Before ordering the recommitment of an individual previously found to be mentally ill, the trial court must determine there is no alternative to involuntary commitment. Minn. Stat. § 253B.12, subd. 4. The trial court rejected less restrictive alternatives because of appellant's recent attempts or threats to harm himself or others, his wish to avoid treatment, his history of failing to cooperate and follow through with treatment and conditions of a stay, and his belief that he does not need treatment. It found that dual commitment to HCMC and Anoka Metro Regional Treatment Center was the least restrictive treatment program that can meet his treatment needs.
Appellant contends that the use of long-acting injections provided a viable less restrictive alternative to commitment because they would ensure his medication compliance and the trial court failed to consider this option. But it is only with the commitment that the trial court has the authority to issue a Jarvis order. Minn. Stat. § 253B.092, subd. 8(g) (Supp. 1997). Further, the experts testified appellant needed hospitalization for stabilization even if he began taking medication. There was clear and convincing evidence to support the trial court's determination.
Appellant first argues that if his commitment is reversed, the trial court has no authority to order medication. Because we are upholding the commitment, appellant's argument fails.
Next, appellant contends that the treatment is too intrusive; he argues that because he is not harming anyone, the benefits of administering neuroleptics do not outweigh the intrusion. Jarvis, 418 N.W.2d at 144 (listing relevant factors to consider). He contends he voluntarily took his medication until he was provisionally discharged, demonstrating that he is amenable to voluntary medication once stabilized. He contends that this amenability is reinforced by his provisional discharge from this commitment once he began receiving depot injections.

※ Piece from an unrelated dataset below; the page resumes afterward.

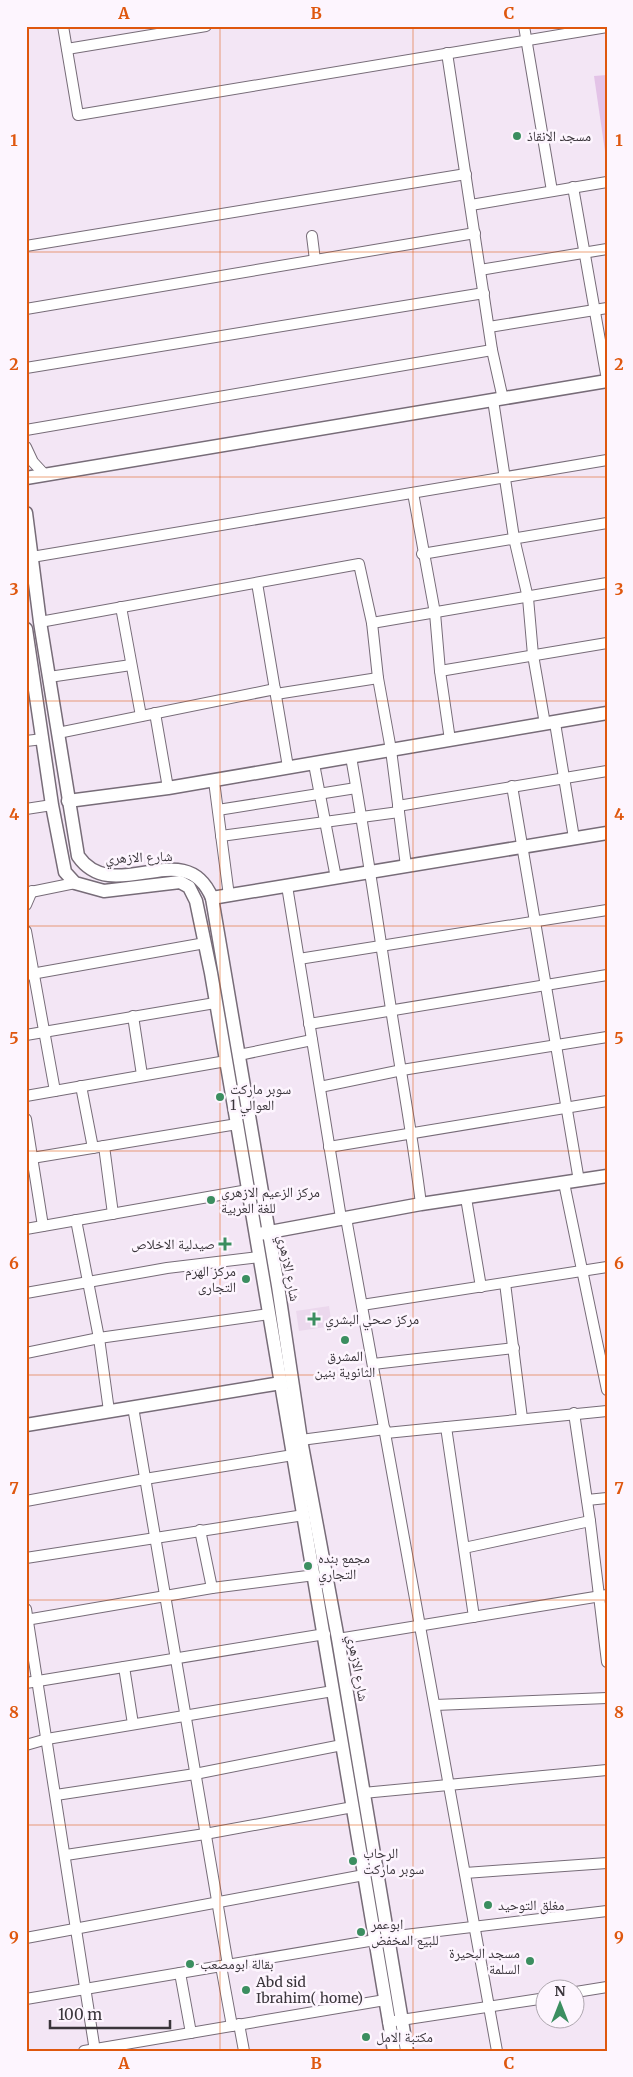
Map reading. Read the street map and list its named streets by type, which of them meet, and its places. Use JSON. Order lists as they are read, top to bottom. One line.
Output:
{"streets":{"street":["شارع الازهري"]},"places":{"other":["مسجد الانقاذ","سوبر ماركت العوالي 1","مركز الزعيم الازهري للغة العربية","مركز الهرم التجارى","المشرق الثانوية بنين","مجمع بنده التجاري","الرحاب سوبر ماركت","مغلق التوحيد","ابوعمر للبيع المخفض","مسجد البحيرة السلمة","بقالة ابومصعب","Abd sid Ibrahim( home)","مكتبة الامل"],"health":["صيدلية الاخلاص","مركز صحي البشري"]},"scale_bar":"100 m","north":"top","grid":{"columns":["A","B","C"],"rows":["1","2","3","4","5","6","7","8","9"]}}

A psychiatrist recommended treatment with neuroleptic medication. The court found appellant was very delusional but refused medication, believing it was unnecessary. The medication would decrease his delusional thinking and behavior, allowing him to participate in other forms of treatment and making him more comfortable. Without medication, his prognosis is poor and he could deteriorate. The trial court had clear and convincing evidence from which to order the treatment.
 Attachments included two letters sent by appellant to the psychiatrist. Appellant does not dispute that he sent the letters.